Determines if access to query execution and killing should be controlled. Default is true.

ranger.hive-based.udf-access-control.enabled

Determines if access to user defined functions should be controlled. Default is false.

materialized-views.run-as-invoker-default-value

Specifies default value for the run-as-invoker property.

See additional configuration properties available in Ranger.

Resource and privilege relationship limitations#

The integration of Ranger with the Hive, Delta Lake, and Iceberg connectors does not support any kind of relation between a resource, such as a table, and the granted access. This is particularly evident when newly created resources are treated with the access rights of the existing policies.

For example, as a user without full administrative access (ALL PRIVILEGES) you can end up in a situation where you create a new table, but can not grant access to that table to other users. As a workaround you can create global policies that use matching patterns and define the desired default access.

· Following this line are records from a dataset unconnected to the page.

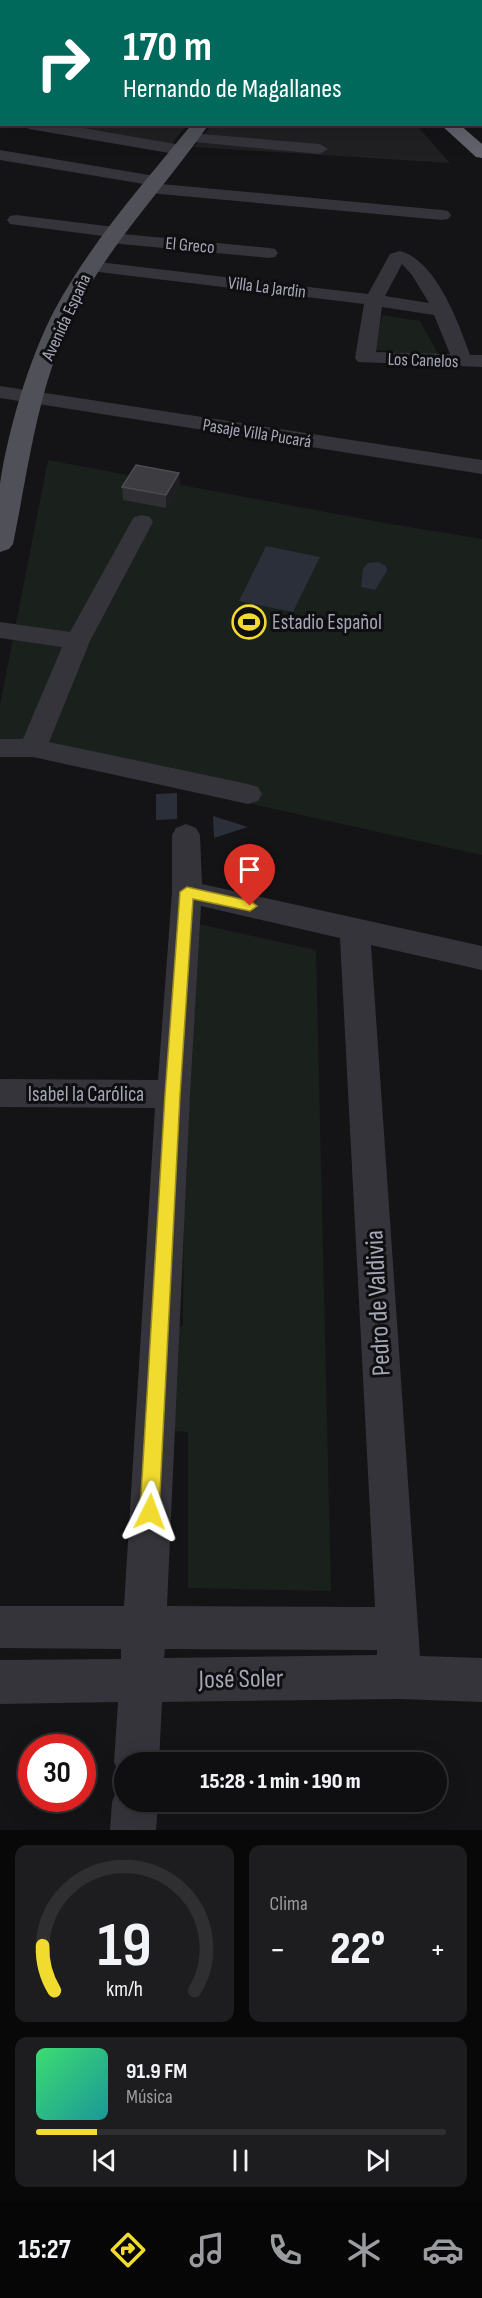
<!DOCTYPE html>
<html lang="es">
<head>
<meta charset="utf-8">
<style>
  body { margin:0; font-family:"Sofia Sans Condensed",sans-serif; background:#1d1c1e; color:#f1f3f6; height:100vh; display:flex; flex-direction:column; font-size:22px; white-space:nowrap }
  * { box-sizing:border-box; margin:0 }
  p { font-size:20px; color:#9b9c9f }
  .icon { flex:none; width:33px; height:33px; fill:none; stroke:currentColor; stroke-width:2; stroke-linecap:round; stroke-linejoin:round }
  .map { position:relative; height:1830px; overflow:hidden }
  .details { display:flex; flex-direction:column; gap:15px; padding:15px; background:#080809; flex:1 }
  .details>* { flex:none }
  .banner { position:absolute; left:0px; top:0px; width:483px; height:126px; box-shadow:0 6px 24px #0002,0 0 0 2px #2f2e30; background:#00695c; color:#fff; overflow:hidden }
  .speed { position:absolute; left:18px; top:1734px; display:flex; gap:12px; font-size:30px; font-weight:700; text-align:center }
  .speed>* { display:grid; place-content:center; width:78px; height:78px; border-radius:50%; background:#0f0e10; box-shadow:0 6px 24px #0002,0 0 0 2px #2f2e30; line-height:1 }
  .speed .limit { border:9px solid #d22; background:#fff; color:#111 }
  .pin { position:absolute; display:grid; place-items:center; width:51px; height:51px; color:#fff; margin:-62px -26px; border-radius:50% 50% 50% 0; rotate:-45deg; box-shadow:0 0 6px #0007 }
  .pin .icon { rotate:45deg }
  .me { position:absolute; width:66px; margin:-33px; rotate:3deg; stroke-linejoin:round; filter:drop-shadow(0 0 4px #0008) }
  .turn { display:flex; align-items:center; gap:21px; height:126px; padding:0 24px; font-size:27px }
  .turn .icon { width:78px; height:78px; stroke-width:2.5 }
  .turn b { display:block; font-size:42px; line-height:51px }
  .big { font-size:45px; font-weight:800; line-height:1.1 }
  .details .widget { flex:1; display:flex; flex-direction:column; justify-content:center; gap:9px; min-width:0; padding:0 21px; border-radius:12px; background:#1d1c1e }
  .details .dial { align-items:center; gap:0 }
  .dial svg { height:156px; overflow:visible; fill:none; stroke:#2f2e30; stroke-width:7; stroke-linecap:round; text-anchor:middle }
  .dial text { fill:#f1f3f6; stroke:none }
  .song { display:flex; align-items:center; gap:18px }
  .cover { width:72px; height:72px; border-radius:9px; background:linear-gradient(135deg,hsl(140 70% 55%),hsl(180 70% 35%)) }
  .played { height:6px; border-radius:3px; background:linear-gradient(90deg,#f2db2f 15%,#2f2e30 15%) }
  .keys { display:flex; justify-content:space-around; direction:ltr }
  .heat { display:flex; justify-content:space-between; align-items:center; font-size:33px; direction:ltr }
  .details .tiles { flex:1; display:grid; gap:15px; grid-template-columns:1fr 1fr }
  .widget:last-child { grid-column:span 2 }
  .trip { position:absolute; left:114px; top:1752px; width:333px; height:60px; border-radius:30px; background:#0f0e10; box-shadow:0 6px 24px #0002,0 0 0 2px #2f2e30; font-weight:800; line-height:60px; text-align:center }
  .dock { display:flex; height:96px; justify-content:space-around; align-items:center; background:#060606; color:#9b9c9f }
  .dock .icon { width:42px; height:42px }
  .dock .active { color:#f2db2f }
  .dock b { font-size:27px; color:#f1f3f6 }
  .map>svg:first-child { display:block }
  .built { fill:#201f22 }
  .green { fill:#1a201c }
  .water { fill:#2a2f39 }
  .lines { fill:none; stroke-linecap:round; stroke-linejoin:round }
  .minor { fill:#35343a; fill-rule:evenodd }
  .major { fill:#505059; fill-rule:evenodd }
  .highway { fill:#60616b; fill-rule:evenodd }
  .highway-bridge { stroke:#60616b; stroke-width:16 }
  .wall { fill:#302f33 }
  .shaded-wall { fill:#1f1e21 }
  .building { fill:#3c3c41; stroke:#4d4c53; stroke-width:1.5 }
  .route { fill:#f2db2f; stroke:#9d8e1f; stroke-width:1.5 }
  .labels { text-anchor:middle; stroke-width:6; stroke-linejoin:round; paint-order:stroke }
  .far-street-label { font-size:18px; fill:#a5a6b6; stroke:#0f0e10 }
  .poi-label { font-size:21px; fill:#a5a6b6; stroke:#0f0e10; text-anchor:start }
  .street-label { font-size:21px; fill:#a5a6b6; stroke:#0f0e10 }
  .near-street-label { font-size:26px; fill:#a5a6b6; stroke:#0f0e10 }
</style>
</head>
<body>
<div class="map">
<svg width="482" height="1830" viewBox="0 0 482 1830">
  <rect width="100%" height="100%" fill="#141315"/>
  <path class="built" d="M8 125H187L166 151Z
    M212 125H416L450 163 194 147Z"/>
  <path class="green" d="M382 315 420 321 440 357 375 350Z
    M48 460 385 523 482 539V855L0 748V705Z
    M199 924 316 950 331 1591 188 1588V1432L163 1430 166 1333 183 1326 184 1191Z"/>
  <path class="water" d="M266 546 320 557 293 612 239 601Z
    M378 562 386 566 387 571 375 590 361 587 363 568 368 563Z
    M177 793V819L156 820V794Z
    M213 816 248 827 214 838Z"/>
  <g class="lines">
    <path class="minor" d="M11 0H26L10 2Z
      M22 124H60L181 145 189 150 181 155 29 129Z
      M190 133 320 144 328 149 320 154 184 141 182 138 184 135Z
      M0 150 155 176 161 177 163 181 161 184 442 210 448 211 451 215 448 219 442 220 149 193 141 188 144 184 0 160Z
      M16 215 115 227 121 228 123 234 269 248 275 249 278 253 275 257 269 258 110 243 104 242 101 238 103 236 10 224 7 220 10 216Z
      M400 251C436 260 459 324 470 355H482V367L358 362 355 358 364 304 90 271 84 270 81 266 84 262 90 261 368 294 390 254ZM402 264 412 275 429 303 385 296ZM382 307 434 315 450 354 376 352Z
      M0 386 482 460V474L0 398Z
      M142 515 150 517 153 522 90 641 49 742 248 784 258 787 262 794 258 801 248 804 33 757H0V739H23L62 647 0 638V622L70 632 131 522 134 517Z
      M186 824 196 828 200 835 202 884 482 946V970L371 945 420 1656 482 1658V1702L400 1699 162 1702 159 1762H124V1780L121 1778 114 1762 118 1702 0 1704V1660L121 1659V1649L0 1648V1606H124L155 1108 0 1107V1079L158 1080 172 892V835L176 828ZM201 906 340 938 375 1607 167 1606 190 1094ZM165 1649 377 1650V1655L164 1658Z
      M124 1783V1802H158L156 1830H110L112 1802 119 1786Z"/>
    <path class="major" d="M382 0H397L398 2H383Z
      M0 22H2V32H0Z
      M192 124H209C165 187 111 242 76 310 38 382 29 466 13 544L9 549 0 552C0 530 0 505 0 484 8 430 29 359 54 311 91 242 143 184 192 124Z"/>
    <path class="highway" d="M314 0H329L330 2H315Z
      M350 0H364L365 2H350Z
      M440 124H459L482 144V158L476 157Z"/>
    <path class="highway-bridge" d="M343 0 345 2"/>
  </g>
  <path class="wall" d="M180 485 166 508 123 500 122 487Z"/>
  <path class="shaded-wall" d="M179 473 180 485 166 508V495Z"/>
  <path class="building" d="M136 465 179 473 166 495 122 487Z"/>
  <path class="route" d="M187 887 250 901 257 906 250 911 193 899 180 1095 159 1512 156 1519 150 1522 143 1519 140 1512 165 1095 180 892Z"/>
  <defs>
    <symbol id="stadium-ring" viewBox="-11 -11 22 22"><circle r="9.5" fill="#0f0e10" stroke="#f2db2f" stroke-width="1.5"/><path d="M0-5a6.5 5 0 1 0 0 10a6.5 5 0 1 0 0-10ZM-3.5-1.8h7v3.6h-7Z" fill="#f2db2f"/></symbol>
  </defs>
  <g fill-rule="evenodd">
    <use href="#stadium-ring" x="230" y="603" width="38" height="38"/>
  </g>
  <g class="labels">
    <g class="far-street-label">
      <text transform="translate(190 245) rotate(5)" y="6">El Greco</text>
      <text transform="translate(267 287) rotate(7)" y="6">Villa La Jardin</text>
      <text transform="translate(66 317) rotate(-65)" y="6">Avenida España</text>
      <text transform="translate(423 360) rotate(2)" y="6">Los Canelos</text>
      <text transform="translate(257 433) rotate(9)" y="6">Pasaje Villa Pucará</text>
    </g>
    <g class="poi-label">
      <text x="272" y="629">Estadio Español</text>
    </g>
    <g class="street-label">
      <text x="86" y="1101">Isabel la Carólica</text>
    </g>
    <g class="near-street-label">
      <text transform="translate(377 1303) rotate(-93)" y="9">Pedro de Valdivia</text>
      <text transform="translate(241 1678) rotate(-1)" y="9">José Soler</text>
    </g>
  </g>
</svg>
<div class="speed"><div class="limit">30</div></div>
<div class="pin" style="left:250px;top:906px;background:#d93025"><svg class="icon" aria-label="arrive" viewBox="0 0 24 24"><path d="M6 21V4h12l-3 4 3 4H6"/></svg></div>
<svg class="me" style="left:150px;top:1512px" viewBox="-20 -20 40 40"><path d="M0-17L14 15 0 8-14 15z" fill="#f2db2f" stroke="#fff" stroke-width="4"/></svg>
<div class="trip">15:28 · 1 min · 190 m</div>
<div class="banner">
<div class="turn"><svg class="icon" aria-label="right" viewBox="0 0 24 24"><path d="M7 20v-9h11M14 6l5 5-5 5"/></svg><div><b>170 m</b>Hernando de Magallanes</div></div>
</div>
</div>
<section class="details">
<div class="tiles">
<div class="widget dial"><svg viewBox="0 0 100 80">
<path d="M14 69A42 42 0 1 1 86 69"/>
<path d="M14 69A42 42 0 0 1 8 46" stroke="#f2db2f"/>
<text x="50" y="56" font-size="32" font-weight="700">19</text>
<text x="50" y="72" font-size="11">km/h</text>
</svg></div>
<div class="widget"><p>Clima</p>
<div class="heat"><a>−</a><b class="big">22°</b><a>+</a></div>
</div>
<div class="widget">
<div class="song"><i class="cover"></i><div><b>91.9 FM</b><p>Música</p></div></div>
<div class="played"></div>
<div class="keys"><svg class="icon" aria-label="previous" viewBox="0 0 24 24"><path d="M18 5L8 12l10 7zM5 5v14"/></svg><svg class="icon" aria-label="pause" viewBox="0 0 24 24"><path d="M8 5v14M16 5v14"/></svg><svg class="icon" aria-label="next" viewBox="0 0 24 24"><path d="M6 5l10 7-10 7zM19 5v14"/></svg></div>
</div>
</div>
</section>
<nav class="dock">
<b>15:27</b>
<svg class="icon active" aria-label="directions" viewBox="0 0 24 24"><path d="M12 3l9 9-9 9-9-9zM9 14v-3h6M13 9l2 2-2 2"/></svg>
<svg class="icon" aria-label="music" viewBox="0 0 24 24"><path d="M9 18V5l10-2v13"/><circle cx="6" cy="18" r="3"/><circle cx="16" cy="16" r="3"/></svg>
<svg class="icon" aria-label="phone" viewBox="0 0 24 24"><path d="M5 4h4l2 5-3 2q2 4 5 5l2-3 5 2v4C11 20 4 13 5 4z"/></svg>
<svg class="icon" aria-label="climate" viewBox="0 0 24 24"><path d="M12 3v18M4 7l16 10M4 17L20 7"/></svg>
<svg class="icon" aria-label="car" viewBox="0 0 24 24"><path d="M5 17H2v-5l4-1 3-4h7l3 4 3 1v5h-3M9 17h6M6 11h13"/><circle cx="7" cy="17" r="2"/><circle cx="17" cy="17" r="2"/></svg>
</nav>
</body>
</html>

If you want all tables ending with -reporting to be accessible by everyone, you can create a policy that uses the value *-reporting for the table. If you use * for database and * for column, you can grant a specific privilege such as reporting a table and all of its columns in any database.

Alternatively, you can grant all privileges to anyone creating new objects and require privileges to grant access to other users. This policy might be too open for your use case, depending on your security policies, the data, the number of users, and other aspects.

Role management limitations#

SQL supports the SET ROLE [role] statement to enable or disable a role. This feature is not supported in Ranger. All user roles are always enabled. Querying information_schema.applicable_roles and information_schema.enabled_roles yields the same results.